Hello
I'm trying to split a Json file from FaceBook Graph API into multiple Events in the props.conf
Here is the json simple:
{
"about": "http://www.appledaily.com.tw",
"posts": {
"data": [
{
"message": "first post message",
"created_time": "2016-11-01T11:20:01+0000",
"id": "232633627068_10155237456442069",
"likes": {
"data": [
{
"id": "125823837756509",
"name": "XXX"
},
{
"id": "125547431150532",
"name": "OOO"
}
],
"paging": {
"cursors": {
"before": "MTI1ODIzODM3NzU2NTA5",
"after": "Nzk0NDQzNDAzOTEyNjc3"
}
}
}
},
{
"message": "other messages",
"created_time": "2016-11-01T11:10:00+0000",
"id": "232633627068_10155237171047069",
"likes": {
"data": [
{
"id": "434788333331603",
"name": "AA"
},
{
"id": "1485443865001594",
"name": "BB"
}
],
"paging": {
"cursors": {
"before": "NDM0Nzg4MzMzMzMxNjAz",
"after": "NjA4NDc4NTY5MjU5ODQ1"
}
}
}
}
],
"paging": {
"previous": "https://graph.facebook.com/v2.8/232633627068/posts?limit=10&fields=likes.limit%2810000%29,message,cr...",
"next": "https://graph.facebook.com/v2.8/232633627068/posts?limit=10&fields=likes.limit%2810000%29,message,cr..."
}
},
"id": "232633627068"
}
This is my props.conf setting:
[_json]
INDEXED_EXTRACTIONS = json
KV_MODE = JSON
DATETIME_CONFIG = CURRENT
NO_BINARY_CHECK = true
BREAK_ONLY_BEFORE = ^{
TIMESTAMP_FIELDS = created_time
TIME_FORMAT = %FT%T%z
TRUNCATE = 100000000
pulldown_type = true
disabled = false
TZ = UTC
What should the props.conf look like to split such a file to become multiple Events?
or input the file then used spath to to split event ?
thank you for your suggestions.
Hello @blzaxe,
The best way would be to preprocess with a modular input or some kinda of script.
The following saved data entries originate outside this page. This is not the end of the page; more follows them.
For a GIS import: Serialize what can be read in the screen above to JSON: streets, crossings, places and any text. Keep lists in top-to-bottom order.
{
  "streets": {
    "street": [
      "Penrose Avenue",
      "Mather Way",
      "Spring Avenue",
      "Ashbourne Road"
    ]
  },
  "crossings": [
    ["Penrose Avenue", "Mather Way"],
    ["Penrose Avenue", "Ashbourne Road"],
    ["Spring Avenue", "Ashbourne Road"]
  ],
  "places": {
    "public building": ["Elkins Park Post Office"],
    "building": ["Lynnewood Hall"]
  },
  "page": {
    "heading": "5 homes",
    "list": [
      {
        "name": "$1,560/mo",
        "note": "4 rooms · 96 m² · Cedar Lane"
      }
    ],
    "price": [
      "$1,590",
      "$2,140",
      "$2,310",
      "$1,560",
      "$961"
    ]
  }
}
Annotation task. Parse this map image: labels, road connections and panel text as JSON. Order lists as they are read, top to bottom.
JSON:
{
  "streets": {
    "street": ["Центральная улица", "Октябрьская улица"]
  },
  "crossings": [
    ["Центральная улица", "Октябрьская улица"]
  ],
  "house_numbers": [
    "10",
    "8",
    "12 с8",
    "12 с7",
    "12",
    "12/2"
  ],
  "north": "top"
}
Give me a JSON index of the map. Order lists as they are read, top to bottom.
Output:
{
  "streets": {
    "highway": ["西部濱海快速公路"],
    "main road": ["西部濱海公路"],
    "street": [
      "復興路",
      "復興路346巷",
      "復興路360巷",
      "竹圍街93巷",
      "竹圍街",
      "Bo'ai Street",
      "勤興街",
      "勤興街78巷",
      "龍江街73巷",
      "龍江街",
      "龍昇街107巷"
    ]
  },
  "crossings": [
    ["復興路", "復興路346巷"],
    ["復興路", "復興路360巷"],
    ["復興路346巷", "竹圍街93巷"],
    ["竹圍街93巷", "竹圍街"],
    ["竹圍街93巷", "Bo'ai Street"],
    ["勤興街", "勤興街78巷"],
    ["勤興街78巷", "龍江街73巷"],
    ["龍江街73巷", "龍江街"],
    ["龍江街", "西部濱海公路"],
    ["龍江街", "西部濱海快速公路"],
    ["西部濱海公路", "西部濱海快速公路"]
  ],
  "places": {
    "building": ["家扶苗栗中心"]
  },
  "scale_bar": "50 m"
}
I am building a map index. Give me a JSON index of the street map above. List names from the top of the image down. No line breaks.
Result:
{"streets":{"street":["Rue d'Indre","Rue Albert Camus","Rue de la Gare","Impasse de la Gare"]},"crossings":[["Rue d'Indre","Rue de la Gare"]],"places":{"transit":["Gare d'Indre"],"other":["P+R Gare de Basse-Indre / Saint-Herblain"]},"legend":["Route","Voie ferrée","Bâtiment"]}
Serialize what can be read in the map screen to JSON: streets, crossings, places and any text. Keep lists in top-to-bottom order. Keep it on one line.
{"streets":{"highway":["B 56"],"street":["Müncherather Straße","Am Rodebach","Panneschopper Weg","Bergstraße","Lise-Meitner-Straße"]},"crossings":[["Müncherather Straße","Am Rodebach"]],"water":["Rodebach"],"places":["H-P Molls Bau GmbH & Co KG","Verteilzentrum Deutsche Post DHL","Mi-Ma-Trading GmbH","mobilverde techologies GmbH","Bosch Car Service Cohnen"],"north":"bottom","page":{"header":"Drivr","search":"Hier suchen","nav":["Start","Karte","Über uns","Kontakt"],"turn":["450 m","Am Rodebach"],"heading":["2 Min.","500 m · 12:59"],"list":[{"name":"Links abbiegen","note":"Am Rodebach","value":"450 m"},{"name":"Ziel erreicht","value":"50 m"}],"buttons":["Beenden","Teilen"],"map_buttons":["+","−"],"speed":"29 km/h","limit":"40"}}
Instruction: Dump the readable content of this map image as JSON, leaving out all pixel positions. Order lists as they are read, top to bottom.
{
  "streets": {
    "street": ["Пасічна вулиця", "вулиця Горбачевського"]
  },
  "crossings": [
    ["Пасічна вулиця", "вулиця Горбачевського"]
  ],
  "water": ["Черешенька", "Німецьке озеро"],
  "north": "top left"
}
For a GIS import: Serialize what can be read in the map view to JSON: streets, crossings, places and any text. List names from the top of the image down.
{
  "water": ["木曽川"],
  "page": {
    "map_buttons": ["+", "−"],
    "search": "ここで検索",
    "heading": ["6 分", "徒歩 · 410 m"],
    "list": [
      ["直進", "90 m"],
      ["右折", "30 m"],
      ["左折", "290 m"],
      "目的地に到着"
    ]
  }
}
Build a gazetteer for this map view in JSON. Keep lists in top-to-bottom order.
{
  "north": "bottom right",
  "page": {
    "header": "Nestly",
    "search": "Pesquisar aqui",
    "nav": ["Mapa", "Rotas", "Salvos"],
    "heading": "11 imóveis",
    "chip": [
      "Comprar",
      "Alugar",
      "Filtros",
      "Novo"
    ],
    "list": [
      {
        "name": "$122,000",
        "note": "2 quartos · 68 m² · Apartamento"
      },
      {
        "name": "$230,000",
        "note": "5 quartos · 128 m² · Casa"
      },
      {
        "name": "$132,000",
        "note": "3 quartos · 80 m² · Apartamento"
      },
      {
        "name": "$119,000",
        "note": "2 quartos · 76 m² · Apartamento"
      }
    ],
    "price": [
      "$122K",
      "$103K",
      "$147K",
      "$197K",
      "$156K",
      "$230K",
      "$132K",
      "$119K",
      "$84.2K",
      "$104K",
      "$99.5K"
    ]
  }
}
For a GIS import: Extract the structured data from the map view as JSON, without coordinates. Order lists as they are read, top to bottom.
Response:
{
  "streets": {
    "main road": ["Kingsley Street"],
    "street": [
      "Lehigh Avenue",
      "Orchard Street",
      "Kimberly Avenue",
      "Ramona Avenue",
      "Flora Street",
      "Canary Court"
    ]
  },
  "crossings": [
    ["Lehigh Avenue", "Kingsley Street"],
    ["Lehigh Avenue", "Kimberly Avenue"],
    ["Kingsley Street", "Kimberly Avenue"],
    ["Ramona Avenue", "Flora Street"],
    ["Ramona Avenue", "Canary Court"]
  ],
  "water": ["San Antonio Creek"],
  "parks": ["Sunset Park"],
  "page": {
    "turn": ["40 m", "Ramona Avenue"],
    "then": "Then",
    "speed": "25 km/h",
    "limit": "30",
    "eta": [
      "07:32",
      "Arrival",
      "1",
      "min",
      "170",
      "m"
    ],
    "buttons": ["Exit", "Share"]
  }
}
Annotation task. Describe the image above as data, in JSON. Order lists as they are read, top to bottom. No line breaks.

If thats not an option you are going to need to use index time transforms withs some additional props. I am guessing the data you want to split in to multiple events is everything contained within :
{
"about": "http://www.appledaily.com.tw",
"posts": {
"data": [
I am also assuming its a single line event or is it pretty printed. I let you figure that out, but for this example I am going believe your event looks is a single line like this {"about": "http://www.appledaily.com.tw","posts": {"data": [
Step one create transforms to strip out the outer json body
[removeOuterBody1]
# regex captures outer envelop/message container
REGEX = ^({[^\n]+data\":\s\[)([^\n]+)
FORMAT = $2
DEST_KEY = _raw
[removeOuterBody1]
# regex captures begining envelop/message container
REGEX = ([^\n]+)(\}\}\])$
FORMAT = $1
DEST_KEY = _raw
[removeOuterBody2]
# regex captures end envelop/message container
REGEX = ([^\n]+)(\}\}\])$
FORMAT = $1
DEST_KEY = _raw
Now you need to apply these to your props.
[CustomSourcetype]
TRANSFORMS-cleanMsg = removeOuterBody1, removeOuterBody2
DATETIME_CONFIG = CURRENT
NO_BINARY_CHECK = true
BREAK_ONLY_BEFORE = ,\{"message":
TIMESTAMP_FIELDS = created_time
TIME_FORMAT = %FT%T%z
TRUNCATE = 100000000
pulldown_type = true
disabled = false
TZ = UTC
The unfortunate problem is that you will still end up with a comma in your broken events, but unfortunately each event still contains a comma which makes it invalid json. You could clean this up if you did all this pre-parsing an a HF and then used another transform to strip the comma at the begin of the event on the indexers.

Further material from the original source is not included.